--- Task item ---
Only text lines belong in the answer: the lines from the first one in the records through the line with "height:9px; margin:-4.5px; padding:0", copied exactly.

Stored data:
↓

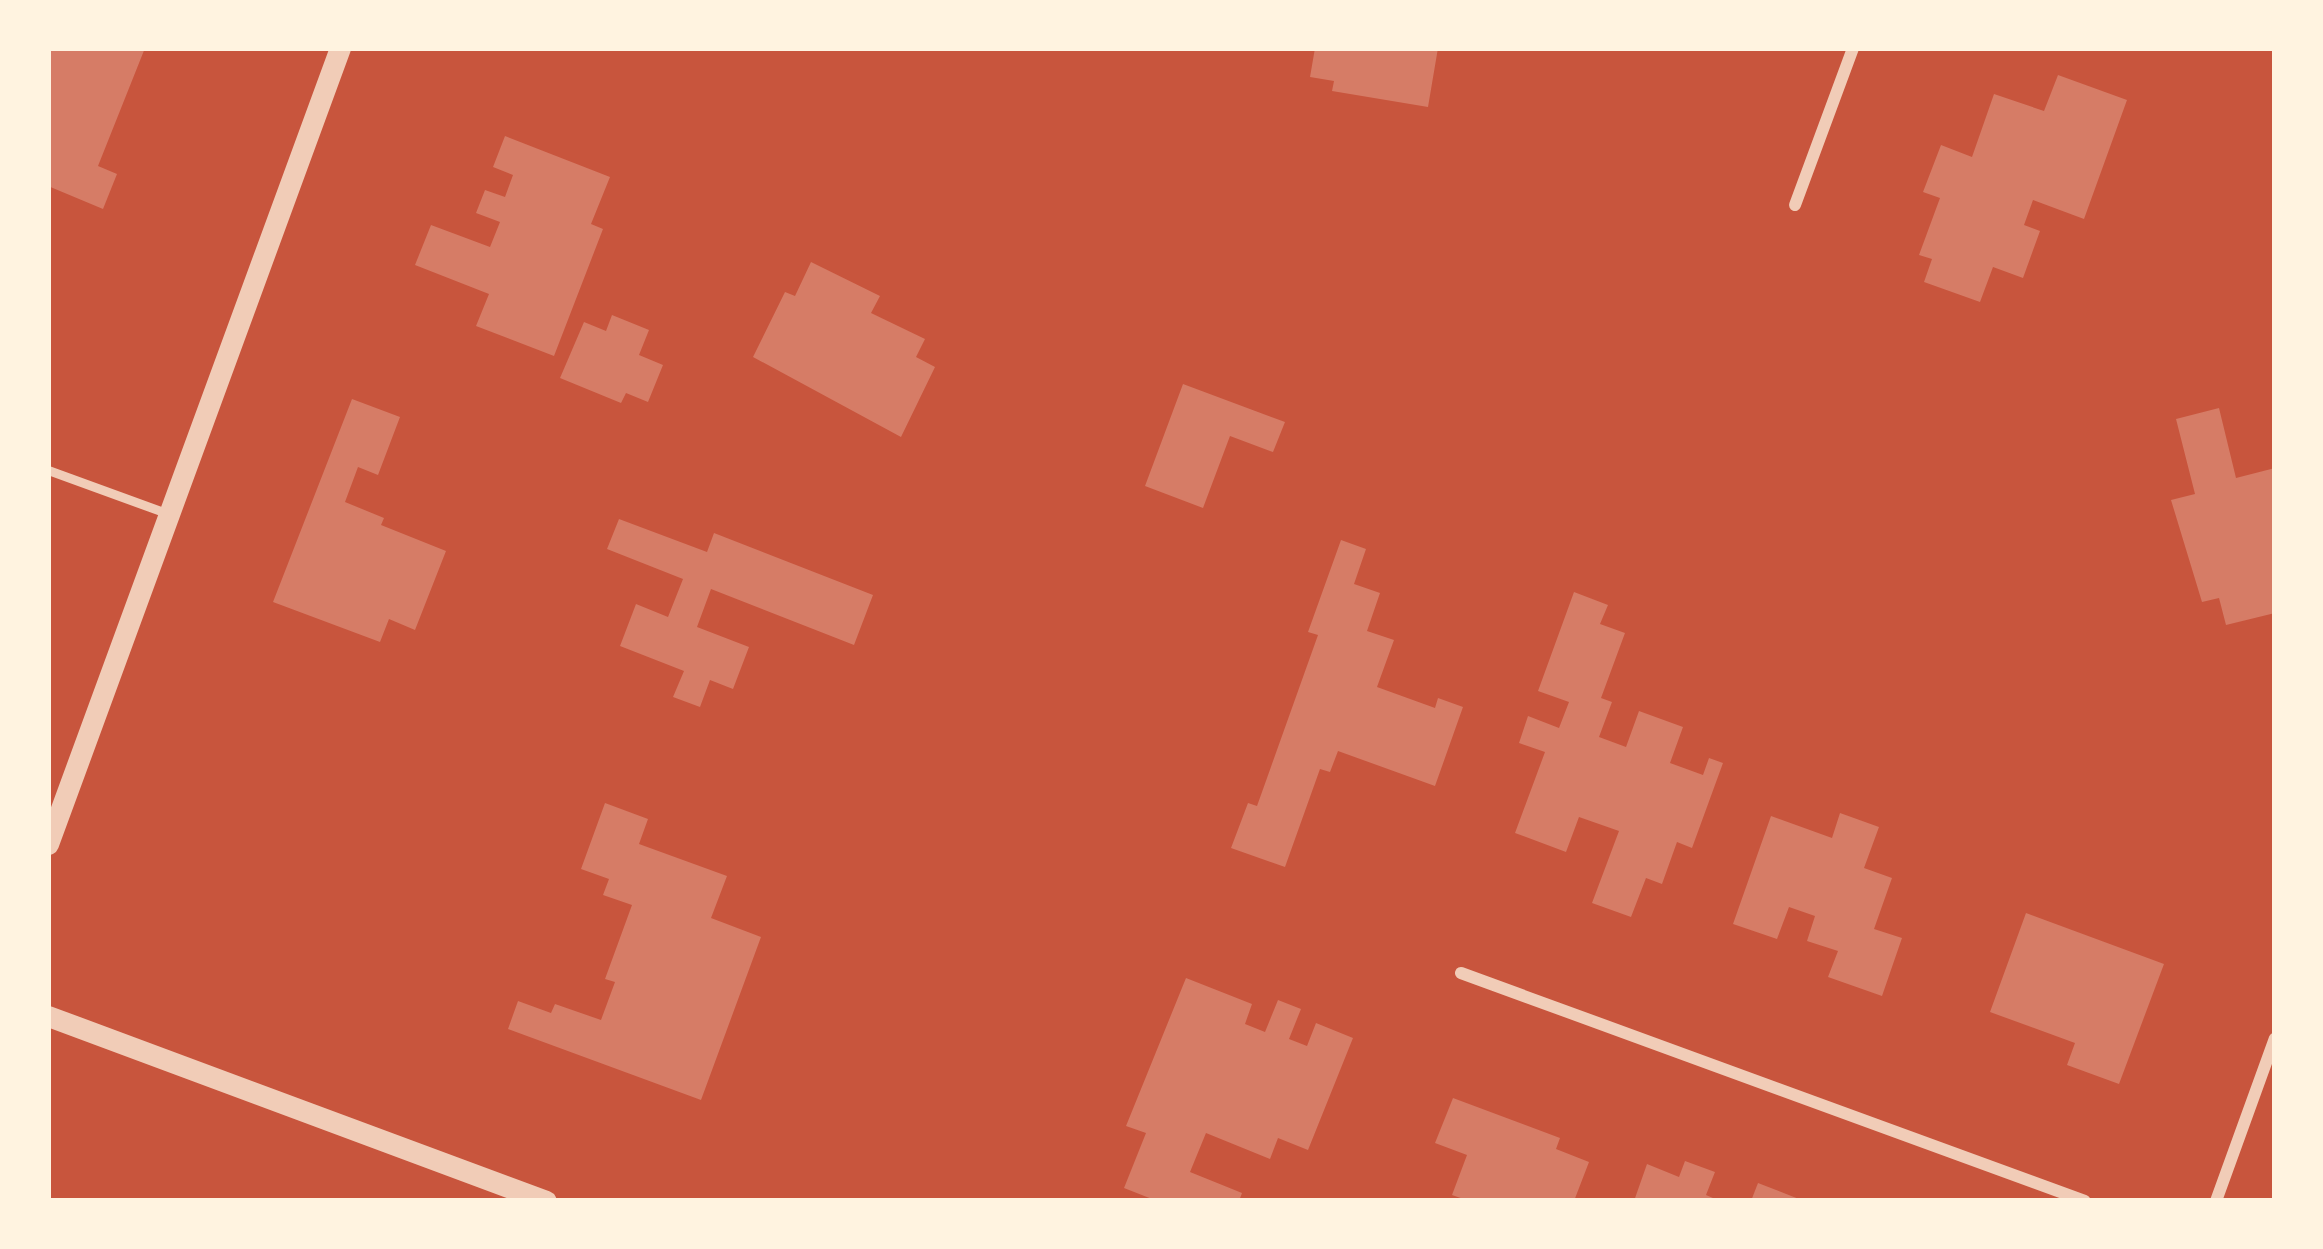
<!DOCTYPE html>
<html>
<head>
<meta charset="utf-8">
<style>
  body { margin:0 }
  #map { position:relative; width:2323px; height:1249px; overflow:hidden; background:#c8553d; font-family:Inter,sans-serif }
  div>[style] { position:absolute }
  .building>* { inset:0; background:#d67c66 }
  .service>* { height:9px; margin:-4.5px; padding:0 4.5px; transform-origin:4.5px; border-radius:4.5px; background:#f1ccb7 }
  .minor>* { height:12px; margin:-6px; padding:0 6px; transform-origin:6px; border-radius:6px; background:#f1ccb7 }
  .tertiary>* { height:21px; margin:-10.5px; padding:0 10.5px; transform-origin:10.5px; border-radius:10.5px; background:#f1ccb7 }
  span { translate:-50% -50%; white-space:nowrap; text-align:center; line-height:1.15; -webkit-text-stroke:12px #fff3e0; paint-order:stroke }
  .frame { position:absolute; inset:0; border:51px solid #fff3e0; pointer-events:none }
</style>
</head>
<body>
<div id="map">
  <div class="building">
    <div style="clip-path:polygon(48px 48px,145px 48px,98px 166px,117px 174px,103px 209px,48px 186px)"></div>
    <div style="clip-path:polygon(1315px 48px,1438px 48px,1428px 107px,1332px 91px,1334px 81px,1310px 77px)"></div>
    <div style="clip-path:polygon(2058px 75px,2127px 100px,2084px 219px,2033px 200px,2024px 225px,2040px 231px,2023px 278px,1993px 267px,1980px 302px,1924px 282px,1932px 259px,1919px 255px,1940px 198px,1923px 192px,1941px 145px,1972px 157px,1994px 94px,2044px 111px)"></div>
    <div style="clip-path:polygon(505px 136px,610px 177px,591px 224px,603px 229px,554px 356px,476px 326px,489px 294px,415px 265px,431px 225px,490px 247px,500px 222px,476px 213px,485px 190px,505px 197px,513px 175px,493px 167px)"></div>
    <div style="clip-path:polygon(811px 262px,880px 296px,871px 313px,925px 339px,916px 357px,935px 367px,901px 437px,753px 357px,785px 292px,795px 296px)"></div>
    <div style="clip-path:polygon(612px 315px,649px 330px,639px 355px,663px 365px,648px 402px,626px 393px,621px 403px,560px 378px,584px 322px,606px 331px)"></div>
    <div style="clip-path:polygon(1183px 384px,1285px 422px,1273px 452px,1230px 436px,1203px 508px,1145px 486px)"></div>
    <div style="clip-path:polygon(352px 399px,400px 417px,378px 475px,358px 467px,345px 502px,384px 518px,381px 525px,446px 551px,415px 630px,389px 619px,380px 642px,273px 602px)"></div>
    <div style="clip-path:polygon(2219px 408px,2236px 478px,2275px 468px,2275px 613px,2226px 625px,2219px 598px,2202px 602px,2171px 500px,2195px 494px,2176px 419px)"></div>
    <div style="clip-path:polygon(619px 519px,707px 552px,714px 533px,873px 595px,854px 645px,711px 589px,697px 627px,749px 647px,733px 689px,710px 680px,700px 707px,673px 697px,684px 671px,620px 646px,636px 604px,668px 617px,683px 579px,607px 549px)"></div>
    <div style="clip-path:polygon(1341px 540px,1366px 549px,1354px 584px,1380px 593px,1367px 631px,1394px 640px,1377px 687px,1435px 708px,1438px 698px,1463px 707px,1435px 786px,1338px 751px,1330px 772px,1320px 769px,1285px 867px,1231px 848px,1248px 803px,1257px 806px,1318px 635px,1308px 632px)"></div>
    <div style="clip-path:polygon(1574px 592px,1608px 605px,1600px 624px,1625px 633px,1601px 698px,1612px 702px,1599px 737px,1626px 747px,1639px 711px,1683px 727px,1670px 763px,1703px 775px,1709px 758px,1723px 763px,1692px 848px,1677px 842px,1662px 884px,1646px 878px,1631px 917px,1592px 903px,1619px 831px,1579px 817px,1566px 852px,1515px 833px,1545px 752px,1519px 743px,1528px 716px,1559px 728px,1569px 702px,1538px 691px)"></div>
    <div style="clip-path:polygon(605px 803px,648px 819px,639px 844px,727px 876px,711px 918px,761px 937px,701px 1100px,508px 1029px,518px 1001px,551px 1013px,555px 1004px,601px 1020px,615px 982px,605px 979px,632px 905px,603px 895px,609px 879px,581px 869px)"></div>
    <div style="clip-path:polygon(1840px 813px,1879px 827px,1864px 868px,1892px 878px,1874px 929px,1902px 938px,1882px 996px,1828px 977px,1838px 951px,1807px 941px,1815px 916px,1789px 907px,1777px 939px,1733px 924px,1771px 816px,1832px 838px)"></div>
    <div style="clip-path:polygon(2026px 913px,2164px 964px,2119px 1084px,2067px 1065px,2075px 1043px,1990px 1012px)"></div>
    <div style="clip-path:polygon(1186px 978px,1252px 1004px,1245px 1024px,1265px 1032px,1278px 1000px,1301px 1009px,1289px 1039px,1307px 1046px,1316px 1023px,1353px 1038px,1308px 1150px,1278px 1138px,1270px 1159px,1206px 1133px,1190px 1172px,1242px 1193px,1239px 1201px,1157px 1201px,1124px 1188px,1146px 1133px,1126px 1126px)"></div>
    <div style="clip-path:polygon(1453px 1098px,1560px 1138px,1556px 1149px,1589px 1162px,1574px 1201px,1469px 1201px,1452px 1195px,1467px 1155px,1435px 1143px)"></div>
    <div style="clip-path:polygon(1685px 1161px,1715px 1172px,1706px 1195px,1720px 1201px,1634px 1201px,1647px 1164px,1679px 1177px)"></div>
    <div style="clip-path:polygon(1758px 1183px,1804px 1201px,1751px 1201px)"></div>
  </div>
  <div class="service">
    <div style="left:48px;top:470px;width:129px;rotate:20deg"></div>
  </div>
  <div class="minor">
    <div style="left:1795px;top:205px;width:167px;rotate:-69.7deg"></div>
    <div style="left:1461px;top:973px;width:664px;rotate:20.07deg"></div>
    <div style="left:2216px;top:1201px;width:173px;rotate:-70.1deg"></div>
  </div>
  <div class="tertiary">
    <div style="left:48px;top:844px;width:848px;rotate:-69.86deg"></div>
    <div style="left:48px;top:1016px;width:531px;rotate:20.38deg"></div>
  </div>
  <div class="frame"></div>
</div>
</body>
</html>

↑

--- Output for this exercise ---
<!DOCTYPE html>
<html>
<head>
<meta charset="utf-8">
<style>
  body { margin:0 }
  #map { position:relative; width:2323px; height:1249px; overflow:hidden; background:#c8553d; font-family:Inter,sans-serif }
  div>[style] { position:absolute }
  .building>* { inset:0; background:#d67c66 }
  .service>* { height:9px; margin:-4.5px; padding:0 4.5px; transform-origin:4.5px; border-radius:4.5px; background:#f1ccb7 }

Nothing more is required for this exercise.